Segment Start: Records to use

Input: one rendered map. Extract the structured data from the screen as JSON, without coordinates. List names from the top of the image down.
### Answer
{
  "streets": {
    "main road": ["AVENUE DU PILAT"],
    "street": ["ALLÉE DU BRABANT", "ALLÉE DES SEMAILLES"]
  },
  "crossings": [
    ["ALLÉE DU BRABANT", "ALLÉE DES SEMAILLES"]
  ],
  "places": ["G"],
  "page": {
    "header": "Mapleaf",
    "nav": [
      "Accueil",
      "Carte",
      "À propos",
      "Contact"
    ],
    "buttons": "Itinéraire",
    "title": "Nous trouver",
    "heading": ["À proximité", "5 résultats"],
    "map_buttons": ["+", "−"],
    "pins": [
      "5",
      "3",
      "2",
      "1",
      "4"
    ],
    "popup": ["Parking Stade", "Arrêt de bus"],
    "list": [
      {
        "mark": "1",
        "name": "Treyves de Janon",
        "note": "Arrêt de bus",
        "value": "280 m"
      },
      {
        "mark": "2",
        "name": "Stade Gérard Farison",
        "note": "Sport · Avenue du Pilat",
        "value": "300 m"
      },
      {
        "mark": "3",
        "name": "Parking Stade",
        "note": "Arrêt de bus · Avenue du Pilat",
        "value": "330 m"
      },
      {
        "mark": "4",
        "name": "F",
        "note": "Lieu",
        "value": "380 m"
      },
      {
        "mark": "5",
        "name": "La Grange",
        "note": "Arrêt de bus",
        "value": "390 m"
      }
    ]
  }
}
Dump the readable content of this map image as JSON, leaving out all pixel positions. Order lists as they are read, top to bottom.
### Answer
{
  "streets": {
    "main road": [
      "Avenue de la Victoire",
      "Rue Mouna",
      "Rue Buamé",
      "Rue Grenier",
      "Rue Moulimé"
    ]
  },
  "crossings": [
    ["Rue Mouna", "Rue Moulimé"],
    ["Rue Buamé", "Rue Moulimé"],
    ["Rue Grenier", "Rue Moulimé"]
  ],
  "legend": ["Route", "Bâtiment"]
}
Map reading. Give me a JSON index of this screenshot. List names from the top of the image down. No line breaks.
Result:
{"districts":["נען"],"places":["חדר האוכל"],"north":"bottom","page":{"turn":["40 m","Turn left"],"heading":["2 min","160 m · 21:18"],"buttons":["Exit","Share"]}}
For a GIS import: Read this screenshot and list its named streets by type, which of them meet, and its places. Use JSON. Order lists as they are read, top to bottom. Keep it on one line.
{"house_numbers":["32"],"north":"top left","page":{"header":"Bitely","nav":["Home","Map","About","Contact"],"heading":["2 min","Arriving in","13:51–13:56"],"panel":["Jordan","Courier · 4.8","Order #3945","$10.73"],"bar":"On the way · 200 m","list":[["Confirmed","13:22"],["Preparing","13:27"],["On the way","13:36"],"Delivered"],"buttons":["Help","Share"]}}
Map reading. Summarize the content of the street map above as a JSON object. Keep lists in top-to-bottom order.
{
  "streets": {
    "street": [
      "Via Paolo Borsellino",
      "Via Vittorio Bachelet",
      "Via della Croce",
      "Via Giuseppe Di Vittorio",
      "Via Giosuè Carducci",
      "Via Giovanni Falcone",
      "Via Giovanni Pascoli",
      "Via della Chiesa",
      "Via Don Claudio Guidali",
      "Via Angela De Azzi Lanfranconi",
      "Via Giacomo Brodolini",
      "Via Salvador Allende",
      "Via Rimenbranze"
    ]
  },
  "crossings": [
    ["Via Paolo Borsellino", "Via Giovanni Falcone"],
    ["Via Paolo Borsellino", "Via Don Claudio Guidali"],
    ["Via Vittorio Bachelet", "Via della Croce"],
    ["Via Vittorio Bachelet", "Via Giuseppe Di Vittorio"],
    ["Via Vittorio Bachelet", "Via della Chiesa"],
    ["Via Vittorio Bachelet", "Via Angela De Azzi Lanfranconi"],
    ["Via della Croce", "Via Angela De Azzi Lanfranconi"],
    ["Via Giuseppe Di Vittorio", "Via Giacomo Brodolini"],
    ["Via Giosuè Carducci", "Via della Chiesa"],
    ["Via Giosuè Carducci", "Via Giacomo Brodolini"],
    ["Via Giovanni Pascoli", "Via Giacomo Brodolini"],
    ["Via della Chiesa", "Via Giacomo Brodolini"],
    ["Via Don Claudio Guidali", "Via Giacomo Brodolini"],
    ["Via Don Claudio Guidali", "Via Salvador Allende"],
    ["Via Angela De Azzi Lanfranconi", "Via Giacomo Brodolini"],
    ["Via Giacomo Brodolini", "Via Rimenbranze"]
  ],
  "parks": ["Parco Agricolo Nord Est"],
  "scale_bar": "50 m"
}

Segment End: Records to use

**Task directions**: Output the listing verbatim through the "Map reading. Give" line.

**Solution for this task**:
Input: one rendered map. Extract the structured data from the screen as JSON, without coordinates. List names from the top of the image down.
### Answer
{
  "streets": {
    "main road": ["AVENUE DU PILAT"],
    "street": ["ALLÉE DU BRABANT", "ALLÉE DES SEMAILLES"]
  },
  "crossings": [
    ["ALLÉE DU BRABANT", "ALLÉE DES SEMAILLES"]
  ],
  "places": ["G"],
  "page": {
    "header": "Mapleaf",
    "nav": [
      "Accueil",
      "Carte",
      "À propos",
      "Contact"
    ],
    "buttons": "Itinéraire",
    "title": "Nous trouver",
    "heading": ["À proximité", "5 résultats"],
    "map_buttons": ["+", "−"],
    "pins": [
      "5",
      "3",
      "2",
      "1",
      "4"
    ],
    "popup": ["Parking Stade", "Arrêt de bus"],
    "list": [
      {
        "mark": "1",
        "name": "Treyves de Janon",
        "note": "Arrêt de bus",
        "value": "280 m"
      },
      {
        "mark": "2",
        "name": "Stade Gérard Farison",
        "note": "Sport · Avenue du Pilat",
        "value": "300 m"
      },
      {
        "mark": "3",
        "name": "Parking Stade",
        "note": "Arrêt de bus · Avenue du Pilat",
        "value": "330 m"
      },
      {
        "mark": "4",
        "name": "F",
        "note": "Lieu",
        "value": "380 m"
      },
      {
        "mark": "5",
        "name": "La Grange",
        "note": "Arrêt de bus",
        "value": "390 m"
      }
    ]
  }
}
Dump the readable content of this map image as JSON, leaving out all pixel positions. Order lists as they are read, top to bottom.
### Answer
{
  "streets": {
    "main road": [
      "Avenue de la Victoire",
      "Rue Mouna",
      "Rue Buamé",
      "Rue Grenier",
      "Rue Moulimé"
    ]
  },
  "crossings": [
    ["Rue Mouna", "Rue Moulimé"],
    ["Rue Buamé", "Rue Moulimé"],
    ["Rue Grenier", "Rue Moulimé"]
  ],
  "legend": ["Route", "Bâtiment"]
}
Map reading. Give me a JSON index of this screenshot. List names from the top of the image down. No line breaks.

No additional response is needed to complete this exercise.